__TASK__
Copy all records verbatim, images excluded.

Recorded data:
* * *
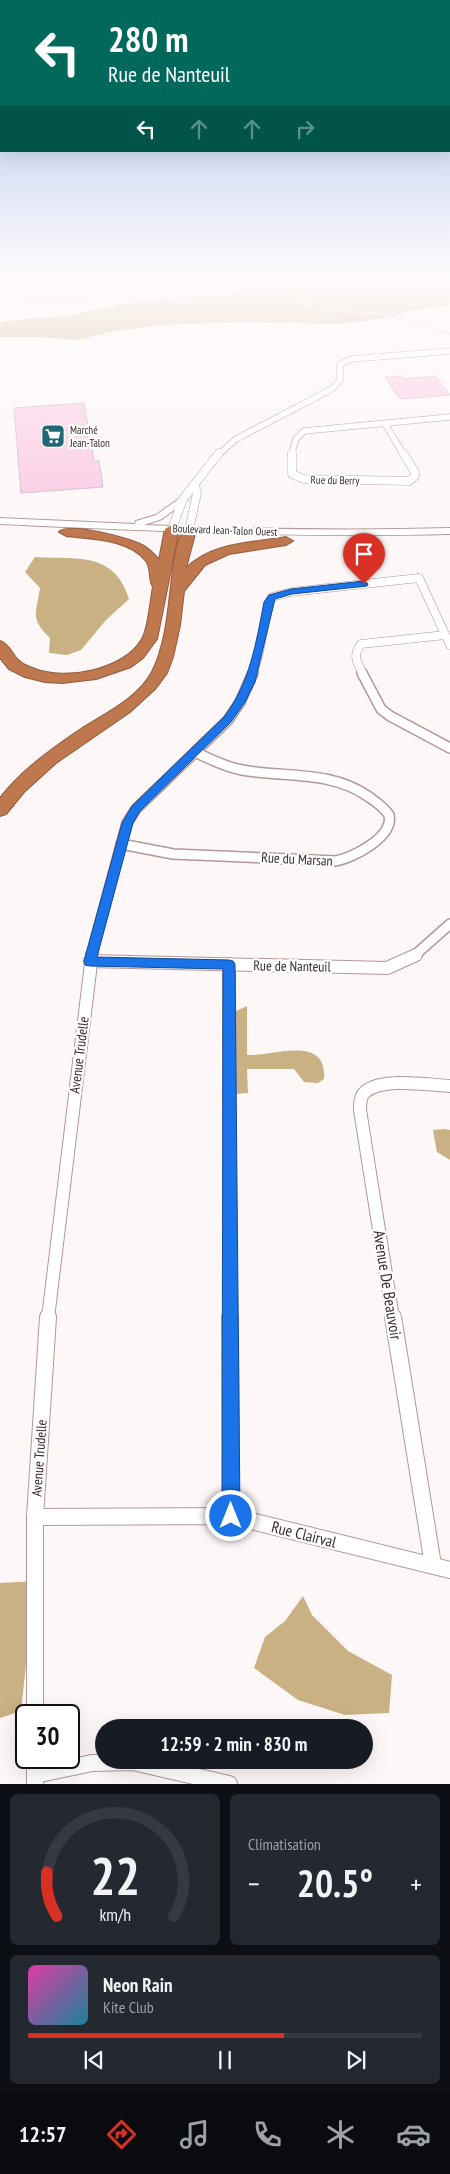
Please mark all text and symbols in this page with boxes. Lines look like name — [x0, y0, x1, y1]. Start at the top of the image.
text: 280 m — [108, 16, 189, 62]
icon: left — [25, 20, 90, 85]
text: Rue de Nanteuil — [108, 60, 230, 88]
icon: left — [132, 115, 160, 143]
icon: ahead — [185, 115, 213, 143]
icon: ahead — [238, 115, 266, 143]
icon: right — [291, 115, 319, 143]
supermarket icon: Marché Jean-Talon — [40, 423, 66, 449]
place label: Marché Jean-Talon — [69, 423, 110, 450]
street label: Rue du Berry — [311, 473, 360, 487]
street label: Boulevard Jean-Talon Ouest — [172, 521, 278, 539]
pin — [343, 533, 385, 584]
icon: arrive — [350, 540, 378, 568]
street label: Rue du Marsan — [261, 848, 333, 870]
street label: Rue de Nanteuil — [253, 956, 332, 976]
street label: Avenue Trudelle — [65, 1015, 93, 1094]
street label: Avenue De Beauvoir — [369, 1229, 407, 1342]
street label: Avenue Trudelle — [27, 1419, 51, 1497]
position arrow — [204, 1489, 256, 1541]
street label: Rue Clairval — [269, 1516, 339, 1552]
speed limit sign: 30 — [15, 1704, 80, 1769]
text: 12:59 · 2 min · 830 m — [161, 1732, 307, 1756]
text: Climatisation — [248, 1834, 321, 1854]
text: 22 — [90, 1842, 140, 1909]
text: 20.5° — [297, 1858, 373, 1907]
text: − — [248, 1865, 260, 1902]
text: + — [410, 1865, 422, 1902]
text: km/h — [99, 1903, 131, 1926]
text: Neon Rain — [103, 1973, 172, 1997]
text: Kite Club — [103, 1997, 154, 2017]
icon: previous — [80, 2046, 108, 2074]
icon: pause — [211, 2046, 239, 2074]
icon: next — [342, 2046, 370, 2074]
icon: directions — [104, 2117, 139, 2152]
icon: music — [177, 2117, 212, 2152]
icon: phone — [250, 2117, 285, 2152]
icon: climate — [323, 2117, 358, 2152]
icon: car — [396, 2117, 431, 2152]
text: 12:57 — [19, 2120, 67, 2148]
* * *
__FINISHED TASK__
Please mark all text and symbols in this page with boxes. Lines look like name — [x0, y0, x1, y1]. Start at the top of the image.
text: 280 m — [108, 16, 189, 62]
icon: left — [25, 20, 90, 85]
text: Rue de Nanteuil — [108, 60, 230, 88]
icon: left — [132, 115, 160, 143]
icon: ahead — [185, 115, 213, 143]
icon: ahead — [238, 115, 266, 143]
icon: right — [291, 115, 319, 143]
supermarket icon: Marché Jean-Talon — [40, 423, 66, 449]
place label: Marché Jean-Talon — [69, 423, 110, 450]
street label: Rue du Berry — [311, 473, 360, 487]
street label: Boulevard Jean-Talon Ouest — [172, 521, 278, 539]
pin — [343, 533, 385, 584]
icon: arrive — [350, 540, 378, 568]
street label: Rue du Marsan — [261, 848, 333, 870]
street label: Rue de Nanteuil — [253, 956, 332, 976]
street label: Avenue Trudelle — [65, 1015, 93, 1094]
street label: Avenue De Beauvoir — [369, 1229, 407, 1342]
street label: Avenue Trudelle — [27, 1419, 51, 1497]
position arrow — [204, 1489, 256, 1541]
street label: Rue Clairval — [269, 1516, 339, 1552]
speed limit sign: 30 — [15, 1704, 80, 1769]
text: 12:59 · 2 min · 830 m — [161, 1732, 307, 1756]
text: Climatisation — [248, 1834, 321, 1854]
text: 22 — [90, 1842, 140, 1909]
text: 20.5° — [297, 1858, 373, 1907]
text: − — [248, 1865, 260, 1902]
text: + — [410, 1865, 422, 1902]
text: km/h — [99, 1903, 131, 1926]
text: Neon Rain — [103, 1973, 172, 1997]
text: Kite Club — [103, 1997, 154, 2017]
icon: previous — [80, 2046, 108, 2074]
icon: pause — [211, 2046, 239, 2074]
icon: next — [342, 2046, 370, 2074]
icon: directions — [104, 2117, 139, 2152]
icon: music — [177, 2117, 212, 2152]
icon: phone — [250, 2117, 285, 2152]
icon: climate — [323, 2117, 358, 2152]
icon: car — [396, 2117, 431, 2152]
text: 12:57 — [19, 2120, 67, 2148]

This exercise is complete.